[ACTIVITY]: From the first line to the last, print the records exactly.

[LISTED ENTRIES]:
※

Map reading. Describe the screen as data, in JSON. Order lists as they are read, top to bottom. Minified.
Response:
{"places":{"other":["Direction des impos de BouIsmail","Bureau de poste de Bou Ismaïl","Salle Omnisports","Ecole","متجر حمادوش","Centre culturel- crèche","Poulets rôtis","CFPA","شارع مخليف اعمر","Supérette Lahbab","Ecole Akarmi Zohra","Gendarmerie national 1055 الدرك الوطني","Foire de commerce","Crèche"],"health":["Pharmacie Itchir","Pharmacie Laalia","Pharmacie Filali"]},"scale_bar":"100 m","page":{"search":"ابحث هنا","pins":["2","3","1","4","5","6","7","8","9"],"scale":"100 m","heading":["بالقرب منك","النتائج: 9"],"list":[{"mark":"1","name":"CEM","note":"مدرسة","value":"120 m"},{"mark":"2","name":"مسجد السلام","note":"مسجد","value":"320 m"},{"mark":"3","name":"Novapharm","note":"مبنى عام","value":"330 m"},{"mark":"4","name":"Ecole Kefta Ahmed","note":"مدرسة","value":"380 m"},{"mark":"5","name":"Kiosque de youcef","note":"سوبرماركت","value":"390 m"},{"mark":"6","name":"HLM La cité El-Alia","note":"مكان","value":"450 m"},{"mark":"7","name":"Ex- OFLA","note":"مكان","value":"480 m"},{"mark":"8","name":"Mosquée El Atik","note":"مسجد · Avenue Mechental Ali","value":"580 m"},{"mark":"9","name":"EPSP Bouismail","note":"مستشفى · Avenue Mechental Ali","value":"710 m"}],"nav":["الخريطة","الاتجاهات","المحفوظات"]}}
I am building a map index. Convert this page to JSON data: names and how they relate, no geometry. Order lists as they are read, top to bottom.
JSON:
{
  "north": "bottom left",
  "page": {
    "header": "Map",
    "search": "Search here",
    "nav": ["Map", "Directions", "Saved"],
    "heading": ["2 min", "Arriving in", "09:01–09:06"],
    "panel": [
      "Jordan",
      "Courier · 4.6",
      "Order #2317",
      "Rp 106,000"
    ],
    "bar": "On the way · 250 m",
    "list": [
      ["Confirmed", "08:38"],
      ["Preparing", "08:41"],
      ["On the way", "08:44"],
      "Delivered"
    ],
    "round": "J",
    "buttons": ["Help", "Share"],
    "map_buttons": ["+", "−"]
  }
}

※

[YOUR SOLUTION]:
Map reading. Describe the screen as data, in JSON. Order lists as they are read, top to bottom. Minified.
Response:
{"places":{"other":["Direction des impos de BouIsmail","Bureau de poste de Bou Ismaïl","Salle Omnisports","Ecole","متجر حمادوش","Centre culturel- crèche","Poulets rôtis","CFPA","شارع مخليف اعمر","Supérette Lahbab","Ecole Akarmi Zohra","Gendarmerie national 1055 الدرك الوطني","Foire de commerce","Crèche"],"health":["Pharmacie Itchir","Pharmacie Laalia","Pharmacie Filali"]},"scale_bar":"100 m","page":{"search":"ابحث هنا","pins":["2","3","1","4","5","6","7","8","9"],"scale":"100 m","heading":["بالقرب منك","النتائج: 9"],"list":[{"mark":"1","name":"CEM","note":"مدرسة","value":"120 m"},{"mark":"2","name":"مسجد السلام","note":"مسجد","value":"320 m"},{"mark":"3","name":"Novapharm","note":"مبنى عام","value":"330 m"},{"mark":"4","name":"Ecole Kefta Ahmed","note":"مدرسة","value":"380 m"},{"mark":"5","name":"Kiosque de youcef","note":"سوبرماركت","value":"390 m"},{"mark":"6","name":"HLM La cité El-Alia","note":"مكان","value":"450 m"},{"mark":"7","name":"Ex- OFLA","note":"مكان","value":"480 m"},{"mark":"8","name":"Mosquée El Atik","note":"مسجد · Avenue Mechental Ali","value":"580 m"},{"mark":"9","name":"EPSP Bouismail","note":"مستشفى · Avenue Mechental Ali","value":"710 m"}],"nav":["الخريطة","الاتجاهات","المحفوظات"]}}
I am building a map index. Convert this page to JSON data: names and how they relate, no geometry. Order lists as they are read, top to bottom.
JSON:
{
  "north": "bottom left",
  "page": {
    "header": "Map",
    "search": "Search here",
    "nav": ["Map", "Directions", "Saved"],
    "heading": ["2 min", "Arriving in", "09:01–09:06"],
    "panel": [
      "Jordan",
      "Courier · 4.6",
      "Order #2317",
      "Rp 106,000"
    ],
    "bar": "On the way · 250 m",
    "list": [
      ["Confirmed", "08:38"],
      ["Preparing", "08:41"],
      ["On the way", "08:44"],
      "Delivered"
    ],
    "round": "J",
    "buttons": ["Help", "Share"],
    "map_buttons": ["+", "−"]
  }
}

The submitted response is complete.